--- START ---
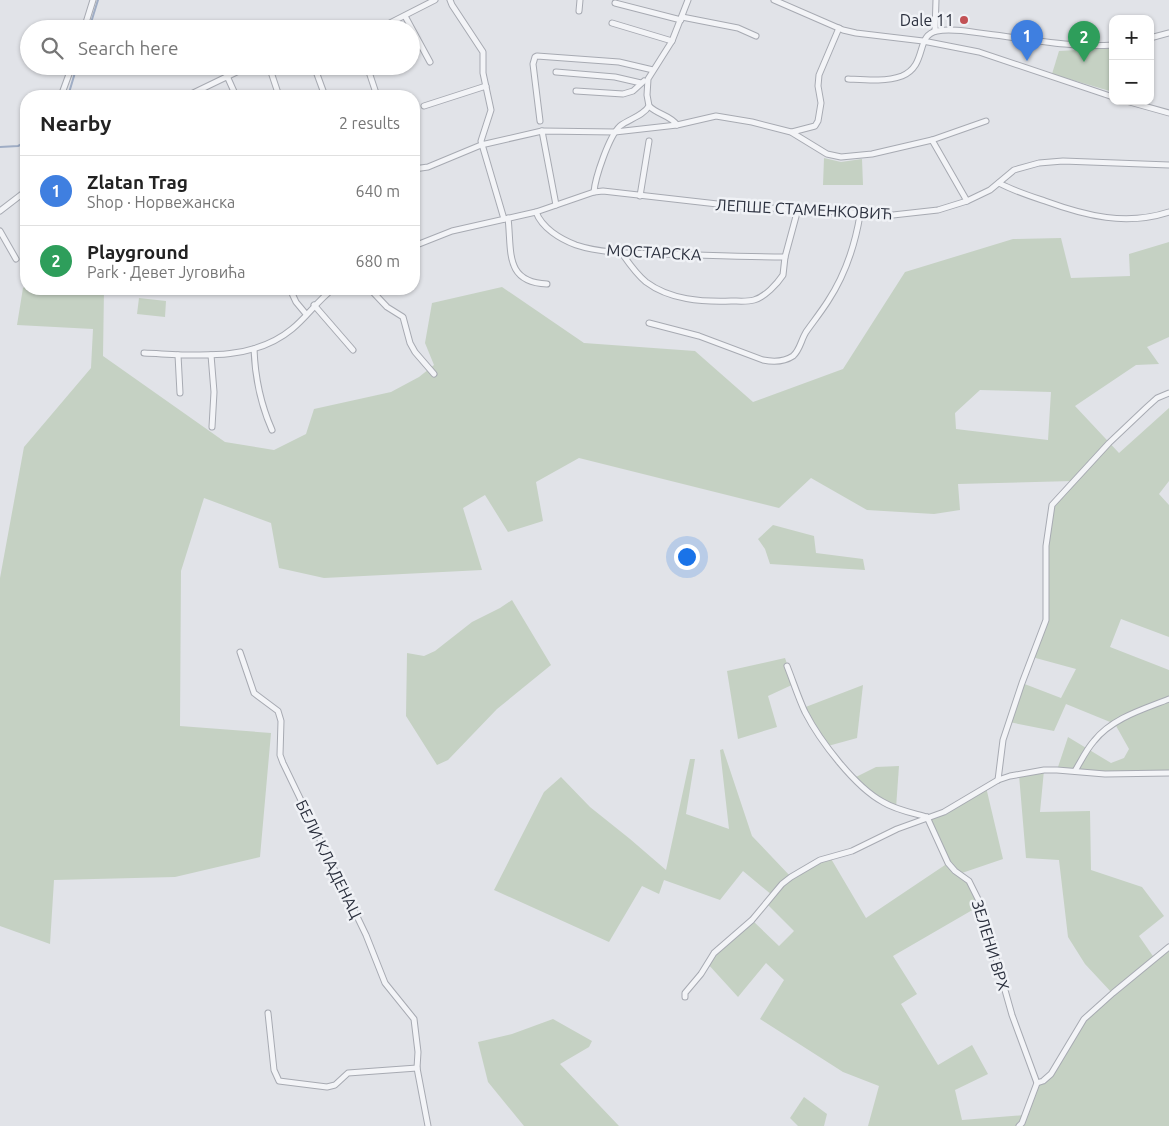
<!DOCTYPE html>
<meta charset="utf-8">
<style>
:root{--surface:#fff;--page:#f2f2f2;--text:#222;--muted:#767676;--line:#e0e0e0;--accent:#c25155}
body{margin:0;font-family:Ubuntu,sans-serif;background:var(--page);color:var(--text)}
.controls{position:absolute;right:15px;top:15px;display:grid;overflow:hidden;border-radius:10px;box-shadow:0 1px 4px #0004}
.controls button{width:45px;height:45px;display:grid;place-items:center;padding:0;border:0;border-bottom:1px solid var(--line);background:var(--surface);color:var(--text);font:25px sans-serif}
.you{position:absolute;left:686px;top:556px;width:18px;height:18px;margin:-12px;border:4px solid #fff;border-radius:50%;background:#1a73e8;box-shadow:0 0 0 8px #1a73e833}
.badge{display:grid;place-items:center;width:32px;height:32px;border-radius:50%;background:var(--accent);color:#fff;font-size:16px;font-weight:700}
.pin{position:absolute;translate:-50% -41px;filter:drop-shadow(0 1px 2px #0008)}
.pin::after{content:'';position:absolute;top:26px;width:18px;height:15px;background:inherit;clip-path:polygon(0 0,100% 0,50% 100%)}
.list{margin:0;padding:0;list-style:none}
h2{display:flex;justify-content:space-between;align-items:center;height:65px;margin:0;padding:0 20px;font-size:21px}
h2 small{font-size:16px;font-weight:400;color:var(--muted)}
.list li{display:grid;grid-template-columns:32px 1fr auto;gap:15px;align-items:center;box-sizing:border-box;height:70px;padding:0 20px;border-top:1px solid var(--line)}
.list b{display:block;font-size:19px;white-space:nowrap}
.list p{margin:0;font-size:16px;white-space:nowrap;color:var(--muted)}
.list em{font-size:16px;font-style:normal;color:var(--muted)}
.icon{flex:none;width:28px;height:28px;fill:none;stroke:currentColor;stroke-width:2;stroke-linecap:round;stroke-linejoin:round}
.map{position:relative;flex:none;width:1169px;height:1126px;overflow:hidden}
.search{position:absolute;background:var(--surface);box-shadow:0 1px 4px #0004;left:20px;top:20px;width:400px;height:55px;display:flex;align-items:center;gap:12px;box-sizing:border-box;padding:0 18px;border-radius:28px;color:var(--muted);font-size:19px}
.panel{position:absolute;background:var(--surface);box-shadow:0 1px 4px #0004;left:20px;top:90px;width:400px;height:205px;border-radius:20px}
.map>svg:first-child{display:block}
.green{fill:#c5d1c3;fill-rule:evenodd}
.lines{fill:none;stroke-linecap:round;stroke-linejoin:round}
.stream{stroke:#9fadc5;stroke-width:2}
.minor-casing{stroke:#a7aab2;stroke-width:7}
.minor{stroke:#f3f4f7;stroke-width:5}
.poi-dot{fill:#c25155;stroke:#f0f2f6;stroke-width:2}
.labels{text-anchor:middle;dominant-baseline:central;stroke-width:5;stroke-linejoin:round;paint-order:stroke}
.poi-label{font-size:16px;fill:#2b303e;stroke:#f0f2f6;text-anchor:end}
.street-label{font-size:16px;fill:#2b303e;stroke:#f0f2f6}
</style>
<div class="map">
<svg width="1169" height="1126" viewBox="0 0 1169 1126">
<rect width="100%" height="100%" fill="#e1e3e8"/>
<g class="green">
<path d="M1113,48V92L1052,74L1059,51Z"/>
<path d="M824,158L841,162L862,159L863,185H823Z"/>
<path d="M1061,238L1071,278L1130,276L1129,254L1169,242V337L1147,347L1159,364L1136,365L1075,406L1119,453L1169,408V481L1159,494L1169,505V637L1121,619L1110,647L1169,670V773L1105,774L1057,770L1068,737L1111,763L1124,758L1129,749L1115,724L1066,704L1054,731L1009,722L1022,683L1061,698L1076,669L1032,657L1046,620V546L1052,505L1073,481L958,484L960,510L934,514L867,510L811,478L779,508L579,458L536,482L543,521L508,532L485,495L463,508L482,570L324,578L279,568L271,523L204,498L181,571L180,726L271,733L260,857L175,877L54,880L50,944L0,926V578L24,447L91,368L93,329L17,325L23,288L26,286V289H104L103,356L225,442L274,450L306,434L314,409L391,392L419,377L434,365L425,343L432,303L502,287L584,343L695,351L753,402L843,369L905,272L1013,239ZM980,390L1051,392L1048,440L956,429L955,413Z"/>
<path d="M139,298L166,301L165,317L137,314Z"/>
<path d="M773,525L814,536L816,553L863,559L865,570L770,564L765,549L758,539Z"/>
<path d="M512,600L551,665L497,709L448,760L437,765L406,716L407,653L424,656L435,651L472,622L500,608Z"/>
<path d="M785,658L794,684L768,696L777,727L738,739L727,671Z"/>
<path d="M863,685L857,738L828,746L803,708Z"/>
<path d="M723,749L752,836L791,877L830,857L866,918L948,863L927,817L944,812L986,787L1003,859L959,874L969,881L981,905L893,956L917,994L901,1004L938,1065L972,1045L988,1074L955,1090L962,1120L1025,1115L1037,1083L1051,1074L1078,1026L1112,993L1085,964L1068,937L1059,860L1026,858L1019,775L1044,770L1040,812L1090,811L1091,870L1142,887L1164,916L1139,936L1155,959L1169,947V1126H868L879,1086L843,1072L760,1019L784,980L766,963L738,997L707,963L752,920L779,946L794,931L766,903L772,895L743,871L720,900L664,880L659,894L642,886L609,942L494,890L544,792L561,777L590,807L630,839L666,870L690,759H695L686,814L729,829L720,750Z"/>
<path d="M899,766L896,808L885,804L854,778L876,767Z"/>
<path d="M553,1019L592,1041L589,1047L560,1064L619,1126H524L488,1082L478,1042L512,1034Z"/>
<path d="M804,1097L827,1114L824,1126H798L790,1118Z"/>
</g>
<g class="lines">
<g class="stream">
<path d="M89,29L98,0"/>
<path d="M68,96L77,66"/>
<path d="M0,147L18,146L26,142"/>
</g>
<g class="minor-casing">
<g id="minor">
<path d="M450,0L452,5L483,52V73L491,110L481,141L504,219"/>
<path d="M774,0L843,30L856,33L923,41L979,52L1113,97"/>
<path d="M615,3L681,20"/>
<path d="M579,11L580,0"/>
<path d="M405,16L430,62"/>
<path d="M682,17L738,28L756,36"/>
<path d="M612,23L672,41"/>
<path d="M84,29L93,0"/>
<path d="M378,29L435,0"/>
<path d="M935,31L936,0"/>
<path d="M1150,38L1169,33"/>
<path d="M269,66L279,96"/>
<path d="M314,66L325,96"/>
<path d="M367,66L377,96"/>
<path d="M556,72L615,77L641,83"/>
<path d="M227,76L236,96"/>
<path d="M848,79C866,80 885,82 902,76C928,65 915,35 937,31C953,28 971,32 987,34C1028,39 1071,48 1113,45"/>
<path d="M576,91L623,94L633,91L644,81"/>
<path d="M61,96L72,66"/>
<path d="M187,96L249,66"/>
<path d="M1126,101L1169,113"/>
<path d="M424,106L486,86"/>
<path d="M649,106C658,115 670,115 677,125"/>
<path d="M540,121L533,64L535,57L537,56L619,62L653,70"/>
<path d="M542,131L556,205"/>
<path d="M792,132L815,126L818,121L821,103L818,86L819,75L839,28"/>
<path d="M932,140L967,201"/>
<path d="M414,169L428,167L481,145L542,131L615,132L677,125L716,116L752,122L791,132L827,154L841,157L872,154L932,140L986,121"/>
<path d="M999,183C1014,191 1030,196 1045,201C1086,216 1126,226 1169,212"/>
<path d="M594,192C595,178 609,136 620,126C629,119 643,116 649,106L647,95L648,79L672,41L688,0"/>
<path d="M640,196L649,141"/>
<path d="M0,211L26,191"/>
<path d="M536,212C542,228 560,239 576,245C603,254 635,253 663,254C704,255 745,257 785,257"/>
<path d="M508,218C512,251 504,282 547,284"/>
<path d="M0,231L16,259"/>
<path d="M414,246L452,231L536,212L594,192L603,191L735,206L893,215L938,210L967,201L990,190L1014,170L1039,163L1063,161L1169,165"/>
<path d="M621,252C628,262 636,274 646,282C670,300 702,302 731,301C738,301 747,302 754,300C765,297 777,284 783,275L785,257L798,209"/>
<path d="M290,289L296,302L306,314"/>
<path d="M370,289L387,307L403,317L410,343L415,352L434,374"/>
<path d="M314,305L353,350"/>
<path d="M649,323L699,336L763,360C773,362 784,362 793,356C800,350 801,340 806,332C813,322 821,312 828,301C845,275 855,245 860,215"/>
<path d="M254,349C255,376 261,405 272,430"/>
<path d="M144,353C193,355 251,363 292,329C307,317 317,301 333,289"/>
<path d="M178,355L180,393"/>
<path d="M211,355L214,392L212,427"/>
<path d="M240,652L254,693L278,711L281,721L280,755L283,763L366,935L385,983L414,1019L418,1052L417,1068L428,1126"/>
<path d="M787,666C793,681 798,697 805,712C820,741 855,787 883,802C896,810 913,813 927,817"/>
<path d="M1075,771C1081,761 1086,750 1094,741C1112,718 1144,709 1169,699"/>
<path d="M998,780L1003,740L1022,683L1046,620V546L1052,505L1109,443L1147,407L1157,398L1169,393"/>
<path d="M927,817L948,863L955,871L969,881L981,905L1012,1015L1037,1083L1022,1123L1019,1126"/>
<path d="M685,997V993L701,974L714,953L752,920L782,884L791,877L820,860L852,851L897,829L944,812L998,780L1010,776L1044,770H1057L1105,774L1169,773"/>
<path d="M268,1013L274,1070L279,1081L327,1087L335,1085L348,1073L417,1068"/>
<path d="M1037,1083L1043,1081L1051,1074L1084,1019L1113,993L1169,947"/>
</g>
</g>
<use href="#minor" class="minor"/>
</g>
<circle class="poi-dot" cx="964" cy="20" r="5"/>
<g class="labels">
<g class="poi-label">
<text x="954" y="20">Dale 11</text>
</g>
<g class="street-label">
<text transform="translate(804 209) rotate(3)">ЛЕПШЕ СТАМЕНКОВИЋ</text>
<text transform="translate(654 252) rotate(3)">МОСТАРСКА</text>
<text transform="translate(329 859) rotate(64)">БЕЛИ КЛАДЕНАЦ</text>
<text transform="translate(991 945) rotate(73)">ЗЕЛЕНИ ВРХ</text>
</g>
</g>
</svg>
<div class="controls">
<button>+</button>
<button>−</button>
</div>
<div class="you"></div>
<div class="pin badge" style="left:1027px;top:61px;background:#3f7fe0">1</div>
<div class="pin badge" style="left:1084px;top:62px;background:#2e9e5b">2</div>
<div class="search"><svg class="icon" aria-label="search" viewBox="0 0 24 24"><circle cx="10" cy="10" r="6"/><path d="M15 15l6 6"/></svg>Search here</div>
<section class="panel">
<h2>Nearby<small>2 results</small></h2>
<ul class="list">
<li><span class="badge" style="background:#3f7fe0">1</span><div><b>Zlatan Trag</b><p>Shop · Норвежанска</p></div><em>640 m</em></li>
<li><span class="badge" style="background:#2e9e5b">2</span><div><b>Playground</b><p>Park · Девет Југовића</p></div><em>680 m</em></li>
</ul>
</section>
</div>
--- END ---
# WHAT IS REQUIRED
Review the preceding data and report every line that includes the string "linejoin".

# EXERCISE OUTPUT
.icon{flex:none;width:28px;height:28px;fill:none;stroke:currentColor;stroke-width:2;stroke-linecap:round;stroke-linejoin:round}
.lines{fill:none;stroke-linecap:round;stroke-linejoin:round}
.labels{text-anchor:middle;dominant-baseline:central;stroke-width:5;stroke-linejoin:round;paint-order:stroke}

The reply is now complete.